Summary: | 博士 === 淡江大學 === 英文學系 === 91 === With the emergence of the environmental justice movement, the study of traditional nature writing seems to be sidelined gradually. The attention of many scholars of literature has become funneled toward the power struggle between the privileged and the disadvantaged in literary works. The question is: Does this shifting of attention to down-to-earth political issues and social conflicts really help people solve the problems we are now facing regarding the use of the land or our environment in general? And, are traditional literary studies bogged down in their text-oriented analysis and have they failed to offer any timely help when our environment seems to have turned against us? Is it necessary for traditional nature writing to take on an activist bent in order to be of any help in the worsening situation?
I argue in this dissertation that nature writing and the study of it still play an important role with regard to finding a way out of the current environmental dilemma. At a time when environmental problems can almost unanimously be ascribed to the prevalence of capitalistic-consumerist culture, nature writing is an indispensable antidote to take to sober up to the fact that capitalist consumerism is the main driving force that alienates humans from the land. Following what advocates of a growth economy preach would do irreparable damage to nature and thus to humans themselves, for they─man and nature─are inseparable.
The first chapter of this dissertation deals with anti-environmental sentiments that are rampant in the United States, which to a large measure explains why people are encountering great difficulties stopping the continuing deterioration of our environment there and elsewhere around the world. People in the anti-environmentalist camp are all strong believers in a market economy and a scientific-technological fix for environmental problems. The inadequacy of their belief is expounded in detail. The second chapter highlights the import of nature writing and its potency in reversing the trend that is created by the consumer culture and in re-establishing and recognizing the tie between man and nature that never ceases to exist but is often ignored. The third chapter moves on to the works of Annie Dillard and uses her nature writing as a wake-up call for people who are overwhelmed by the complex causes of our environmental problems. The main thrust is focused on her way of consciousness-raising and how a modern city-dweller gets reconnected with nature, where all life originates and upon which it depends.

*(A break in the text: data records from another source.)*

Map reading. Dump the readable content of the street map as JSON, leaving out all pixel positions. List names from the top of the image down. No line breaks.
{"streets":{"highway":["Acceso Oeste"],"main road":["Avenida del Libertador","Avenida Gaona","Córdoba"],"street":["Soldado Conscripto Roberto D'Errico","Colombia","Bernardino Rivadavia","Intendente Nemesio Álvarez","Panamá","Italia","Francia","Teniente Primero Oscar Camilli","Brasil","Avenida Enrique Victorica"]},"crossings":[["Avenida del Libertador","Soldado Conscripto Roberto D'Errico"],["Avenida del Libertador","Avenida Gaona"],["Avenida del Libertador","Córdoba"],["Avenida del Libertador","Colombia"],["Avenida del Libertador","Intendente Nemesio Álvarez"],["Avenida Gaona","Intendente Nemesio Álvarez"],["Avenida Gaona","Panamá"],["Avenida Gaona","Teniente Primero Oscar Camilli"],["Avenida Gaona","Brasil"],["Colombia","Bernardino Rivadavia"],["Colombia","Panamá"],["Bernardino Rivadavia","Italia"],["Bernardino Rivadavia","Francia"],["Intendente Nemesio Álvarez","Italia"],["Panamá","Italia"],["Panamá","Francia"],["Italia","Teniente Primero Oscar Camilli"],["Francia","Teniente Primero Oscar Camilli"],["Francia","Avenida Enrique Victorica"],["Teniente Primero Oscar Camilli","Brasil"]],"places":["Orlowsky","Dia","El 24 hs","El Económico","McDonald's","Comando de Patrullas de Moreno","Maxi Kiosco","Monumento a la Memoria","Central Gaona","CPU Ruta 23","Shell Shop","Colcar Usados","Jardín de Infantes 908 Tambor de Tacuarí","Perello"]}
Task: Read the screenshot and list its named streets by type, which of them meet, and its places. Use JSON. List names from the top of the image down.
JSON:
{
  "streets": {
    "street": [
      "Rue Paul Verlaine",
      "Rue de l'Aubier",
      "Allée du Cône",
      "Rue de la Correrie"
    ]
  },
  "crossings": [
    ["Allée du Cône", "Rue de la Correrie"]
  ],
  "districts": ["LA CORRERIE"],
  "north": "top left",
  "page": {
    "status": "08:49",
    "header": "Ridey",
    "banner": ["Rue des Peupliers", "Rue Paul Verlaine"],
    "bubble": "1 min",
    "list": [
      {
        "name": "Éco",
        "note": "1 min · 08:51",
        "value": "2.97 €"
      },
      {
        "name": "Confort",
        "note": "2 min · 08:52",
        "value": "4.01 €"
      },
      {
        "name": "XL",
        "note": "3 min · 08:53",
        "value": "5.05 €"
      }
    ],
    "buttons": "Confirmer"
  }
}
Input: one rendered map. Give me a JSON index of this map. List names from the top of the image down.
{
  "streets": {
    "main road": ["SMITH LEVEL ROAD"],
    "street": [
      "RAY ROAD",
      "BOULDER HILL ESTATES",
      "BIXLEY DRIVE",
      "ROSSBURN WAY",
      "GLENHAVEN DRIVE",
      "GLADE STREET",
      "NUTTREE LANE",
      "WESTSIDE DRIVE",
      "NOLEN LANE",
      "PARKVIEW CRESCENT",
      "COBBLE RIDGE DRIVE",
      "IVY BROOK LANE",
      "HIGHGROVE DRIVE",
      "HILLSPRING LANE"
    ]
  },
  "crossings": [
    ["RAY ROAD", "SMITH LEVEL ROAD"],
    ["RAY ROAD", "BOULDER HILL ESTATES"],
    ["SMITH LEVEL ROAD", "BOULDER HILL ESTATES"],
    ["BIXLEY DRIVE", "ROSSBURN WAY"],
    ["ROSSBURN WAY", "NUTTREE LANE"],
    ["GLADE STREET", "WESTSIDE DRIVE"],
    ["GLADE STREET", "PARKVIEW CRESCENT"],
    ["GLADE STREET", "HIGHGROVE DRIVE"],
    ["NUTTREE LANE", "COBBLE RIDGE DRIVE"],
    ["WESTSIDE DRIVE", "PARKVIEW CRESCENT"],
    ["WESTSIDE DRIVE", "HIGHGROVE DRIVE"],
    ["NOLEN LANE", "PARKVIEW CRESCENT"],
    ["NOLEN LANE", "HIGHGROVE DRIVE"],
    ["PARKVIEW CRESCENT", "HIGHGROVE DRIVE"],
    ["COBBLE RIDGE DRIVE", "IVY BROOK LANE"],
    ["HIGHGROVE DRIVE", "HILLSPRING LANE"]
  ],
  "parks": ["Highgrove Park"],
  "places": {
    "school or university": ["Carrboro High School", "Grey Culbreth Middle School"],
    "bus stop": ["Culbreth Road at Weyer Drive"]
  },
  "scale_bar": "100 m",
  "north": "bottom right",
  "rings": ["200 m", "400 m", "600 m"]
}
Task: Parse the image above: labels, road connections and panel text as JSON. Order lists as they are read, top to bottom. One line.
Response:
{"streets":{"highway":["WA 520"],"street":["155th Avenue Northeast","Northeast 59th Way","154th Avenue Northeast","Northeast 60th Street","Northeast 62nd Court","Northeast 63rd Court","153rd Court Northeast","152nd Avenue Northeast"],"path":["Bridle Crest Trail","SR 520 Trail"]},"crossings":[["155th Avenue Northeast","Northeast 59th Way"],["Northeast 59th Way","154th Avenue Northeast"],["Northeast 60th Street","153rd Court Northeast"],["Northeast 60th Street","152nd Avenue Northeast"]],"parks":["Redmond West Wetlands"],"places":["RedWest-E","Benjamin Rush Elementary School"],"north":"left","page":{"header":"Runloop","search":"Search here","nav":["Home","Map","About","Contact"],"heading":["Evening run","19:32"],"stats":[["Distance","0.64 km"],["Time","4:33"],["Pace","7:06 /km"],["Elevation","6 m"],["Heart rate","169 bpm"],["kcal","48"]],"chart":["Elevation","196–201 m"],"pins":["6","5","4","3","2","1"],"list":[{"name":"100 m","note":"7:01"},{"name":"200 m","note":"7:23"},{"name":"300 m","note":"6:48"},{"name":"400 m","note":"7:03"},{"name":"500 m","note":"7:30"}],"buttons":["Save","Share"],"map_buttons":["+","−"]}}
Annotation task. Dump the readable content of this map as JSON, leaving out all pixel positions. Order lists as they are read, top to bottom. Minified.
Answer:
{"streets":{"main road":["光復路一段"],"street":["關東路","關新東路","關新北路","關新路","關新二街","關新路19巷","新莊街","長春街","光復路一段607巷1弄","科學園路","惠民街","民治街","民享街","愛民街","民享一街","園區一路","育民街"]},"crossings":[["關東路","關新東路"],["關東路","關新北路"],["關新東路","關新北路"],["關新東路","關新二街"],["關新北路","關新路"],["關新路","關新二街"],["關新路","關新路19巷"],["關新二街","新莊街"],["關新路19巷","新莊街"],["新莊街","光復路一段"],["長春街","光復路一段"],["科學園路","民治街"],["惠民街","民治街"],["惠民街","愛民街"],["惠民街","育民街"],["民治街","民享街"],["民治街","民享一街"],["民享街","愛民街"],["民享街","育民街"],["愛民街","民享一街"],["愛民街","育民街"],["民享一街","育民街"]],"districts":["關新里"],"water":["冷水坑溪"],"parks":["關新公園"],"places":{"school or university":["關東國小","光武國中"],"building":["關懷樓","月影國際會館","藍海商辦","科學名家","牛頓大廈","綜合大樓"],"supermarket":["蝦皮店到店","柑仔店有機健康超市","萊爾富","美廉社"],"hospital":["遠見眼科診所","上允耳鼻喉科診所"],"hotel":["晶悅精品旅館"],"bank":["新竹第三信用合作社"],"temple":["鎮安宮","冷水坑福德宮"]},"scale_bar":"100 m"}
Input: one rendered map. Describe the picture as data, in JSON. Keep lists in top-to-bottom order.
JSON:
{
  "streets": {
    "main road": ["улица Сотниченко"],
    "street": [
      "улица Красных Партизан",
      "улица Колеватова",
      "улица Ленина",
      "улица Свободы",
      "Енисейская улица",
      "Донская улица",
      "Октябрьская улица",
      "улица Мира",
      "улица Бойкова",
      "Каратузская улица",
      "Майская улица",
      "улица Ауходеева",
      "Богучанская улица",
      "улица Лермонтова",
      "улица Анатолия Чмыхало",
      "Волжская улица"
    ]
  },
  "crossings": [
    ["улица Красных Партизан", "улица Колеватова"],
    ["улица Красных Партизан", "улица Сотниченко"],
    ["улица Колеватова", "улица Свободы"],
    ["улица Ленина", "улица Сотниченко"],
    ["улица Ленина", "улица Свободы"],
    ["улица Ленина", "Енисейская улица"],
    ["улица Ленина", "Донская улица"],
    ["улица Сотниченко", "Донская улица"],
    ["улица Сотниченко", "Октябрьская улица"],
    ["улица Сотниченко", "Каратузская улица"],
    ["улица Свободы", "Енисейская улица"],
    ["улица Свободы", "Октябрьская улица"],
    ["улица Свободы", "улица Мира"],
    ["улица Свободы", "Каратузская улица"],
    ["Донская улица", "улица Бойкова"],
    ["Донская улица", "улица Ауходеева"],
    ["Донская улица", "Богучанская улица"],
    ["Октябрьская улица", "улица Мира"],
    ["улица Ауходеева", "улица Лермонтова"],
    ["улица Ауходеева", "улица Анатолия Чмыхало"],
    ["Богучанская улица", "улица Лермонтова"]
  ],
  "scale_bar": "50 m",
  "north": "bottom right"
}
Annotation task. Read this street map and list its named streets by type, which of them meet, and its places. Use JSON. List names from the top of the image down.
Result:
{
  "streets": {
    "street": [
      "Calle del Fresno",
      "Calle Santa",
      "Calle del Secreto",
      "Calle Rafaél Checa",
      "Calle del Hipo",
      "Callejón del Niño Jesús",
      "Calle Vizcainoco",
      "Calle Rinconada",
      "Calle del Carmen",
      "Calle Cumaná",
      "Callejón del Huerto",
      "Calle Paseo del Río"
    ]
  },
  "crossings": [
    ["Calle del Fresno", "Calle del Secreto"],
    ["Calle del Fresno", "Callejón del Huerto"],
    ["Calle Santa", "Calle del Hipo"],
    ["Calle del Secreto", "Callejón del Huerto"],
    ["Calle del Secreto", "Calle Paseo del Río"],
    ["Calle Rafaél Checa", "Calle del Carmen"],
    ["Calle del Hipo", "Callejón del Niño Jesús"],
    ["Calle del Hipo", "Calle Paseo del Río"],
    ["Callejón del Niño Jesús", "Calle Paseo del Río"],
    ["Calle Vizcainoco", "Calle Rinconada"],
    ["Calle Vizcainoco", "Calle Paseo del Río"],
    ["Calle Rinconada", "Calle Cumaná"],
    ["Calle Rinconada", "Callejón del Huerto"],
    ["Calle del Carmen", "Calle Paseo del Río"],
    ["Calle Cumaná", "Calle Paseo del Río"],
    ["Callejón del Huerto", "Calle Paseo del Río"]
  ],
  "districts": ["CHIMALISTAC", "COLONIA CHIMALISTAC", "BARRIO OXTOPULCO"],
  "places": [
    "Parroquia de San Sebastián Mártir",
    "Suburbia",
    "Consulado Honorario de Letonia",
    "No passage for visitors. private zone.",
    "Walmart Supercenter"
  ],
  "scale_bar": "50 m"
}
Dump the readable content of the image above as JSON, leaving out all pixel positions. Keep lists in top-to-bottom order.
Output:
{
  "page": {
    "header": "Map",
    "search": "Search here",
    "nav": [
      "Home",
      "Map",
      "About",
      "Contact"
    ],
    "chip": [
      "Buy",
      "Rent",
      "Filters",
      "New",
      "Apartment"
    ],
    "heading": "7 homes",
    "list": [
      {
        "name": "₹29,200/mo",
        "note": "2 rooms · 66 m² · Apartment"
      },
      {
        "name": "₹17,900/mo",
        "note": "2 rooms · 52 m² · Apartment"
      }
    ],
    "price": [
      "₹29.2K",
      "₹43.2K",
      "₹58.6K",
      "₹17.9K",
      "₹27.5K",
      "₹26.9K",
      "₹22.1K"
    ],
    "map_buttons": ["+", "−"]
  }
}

As for curbing the downward spiral of our environmental crisis, an actual revolution may be far-fetched, but a new way of life engendered by a revolutionary thinking is a must. Nature writing in this case provides a good rationale for that change. By directing our attention toward the outside world (to things other than human), nature writing unsettles the easy façade of contemporary life, but at the same time sets a model for people who wonder (or never wonder) what is an appropriate relation between man and nature. From there, a better environment can be looked forward to.